Early modern Europe's first documented catamaran was designed by the polymath and Royal Society member William Petty in 1662. It was designed to sail faster, in shallower waters, with less wind & crew than other vessels of the time, but the unusual design met with scepticism and was not a commercial success.[8][9]

The first catamaran built in the US was built by Nathanial Herreshoff in 1876. He also patented it back then. This link has a pic of a 1933 replica built of that boat. I'm not sure if he built more than these 2 cats.

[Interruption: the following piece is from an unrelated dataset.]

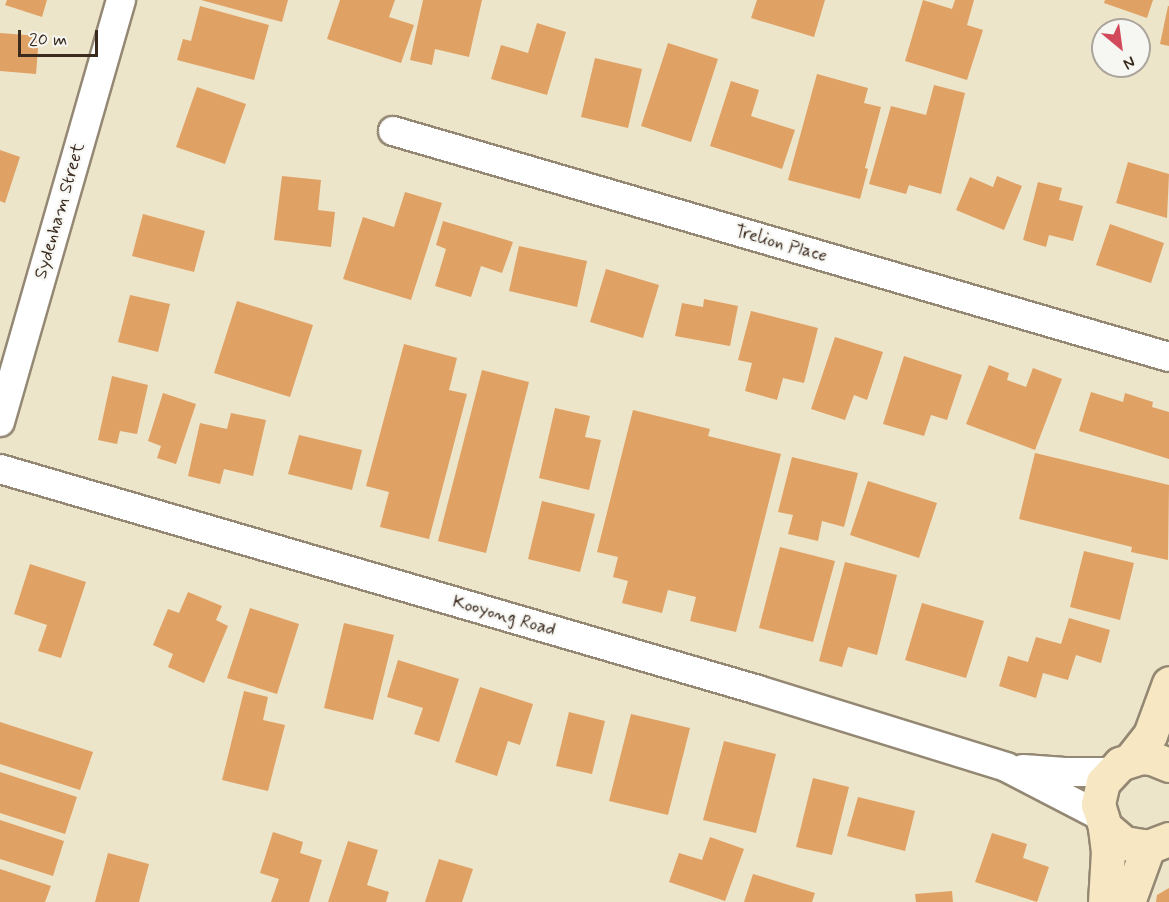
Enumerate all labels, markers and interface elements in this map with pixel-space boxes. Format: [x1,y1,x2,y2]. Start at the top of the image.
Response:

THE MULTIHULL PIONEERS, MAGAZINE ARTICLE, JIM BROWN
Then came Eric de Bisschop in the 30s with his Hawaii built Junk rigged cat.
Amazon.com: Kaimiloa: Eric De Bisschop, B & W Illust.

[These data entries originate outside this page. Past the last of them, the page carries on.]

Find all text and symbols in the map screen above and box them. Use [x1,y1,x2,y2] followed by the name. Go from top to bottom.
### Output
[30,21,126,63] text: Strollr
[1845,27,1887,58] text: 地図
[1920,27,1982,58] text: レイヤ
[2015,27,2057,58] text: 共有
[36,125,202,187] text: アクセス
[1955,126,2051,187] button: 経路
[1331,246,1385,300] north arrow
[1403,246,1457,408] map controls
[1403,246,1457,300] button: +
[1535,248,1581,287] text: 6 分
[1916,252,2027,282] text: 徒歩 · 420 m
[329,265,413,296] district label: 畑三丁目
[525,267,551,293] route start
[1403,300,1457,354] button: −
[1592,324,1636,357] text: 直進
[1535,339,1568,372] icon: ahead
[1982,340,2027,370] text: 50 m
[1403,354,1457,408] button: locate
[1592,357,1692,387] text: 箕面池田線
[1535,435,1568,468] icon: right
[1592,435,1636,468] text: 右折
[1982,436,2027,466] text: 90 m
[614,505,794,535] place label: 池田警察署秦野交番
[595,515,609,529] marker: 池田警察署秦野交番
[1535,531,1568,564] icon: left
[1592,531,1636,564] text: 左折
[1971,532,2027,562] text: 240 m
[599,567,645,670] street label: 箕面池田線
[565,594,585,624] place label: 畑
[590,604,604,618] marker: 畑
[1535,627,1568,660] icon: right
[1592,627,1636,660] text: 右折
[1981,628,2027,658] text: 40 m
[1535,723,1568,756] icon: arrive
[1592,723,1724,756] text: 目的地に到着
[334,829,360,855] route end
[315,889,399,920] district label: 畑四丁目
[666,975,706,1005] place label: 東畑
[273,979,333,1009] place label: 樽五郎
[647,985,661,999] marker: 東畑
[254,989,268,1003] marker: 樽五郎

This was built about the same time as replica mentioned above. I think the replica was first so that would be the 2nd cat built and Bisschops would be the 3rd.
Here is a excerpt lifted from Wiki.

In 1947, surfing legend, Woodbridge "Woody" Brown and Alfred Kumalae designed and built the first modern ocean-going catamaran, Manu Kai, in Hawaii. Their young assistant was Rudy Choy, who later founded the design firm Choy/Seaman/Kumalae (C/S/K, 1957) and became a fountainhead for the catamaran movement. The Prout Brothers, Roland and Francis, experimented with catamarans in 1949 and converted their 1935 boat factory in Canvey Island, Essex (England), to catamaran production in 1954. Their Shearwater catamarans won races easily against the monohulls.
The speed and stability of these catamarans soon made them a popular pleasure craft, with their popularity really taking off in Europe, and was followed soon thereafter in America. Currently, most individually owned catamarans are built in France, South Africa, and Australia.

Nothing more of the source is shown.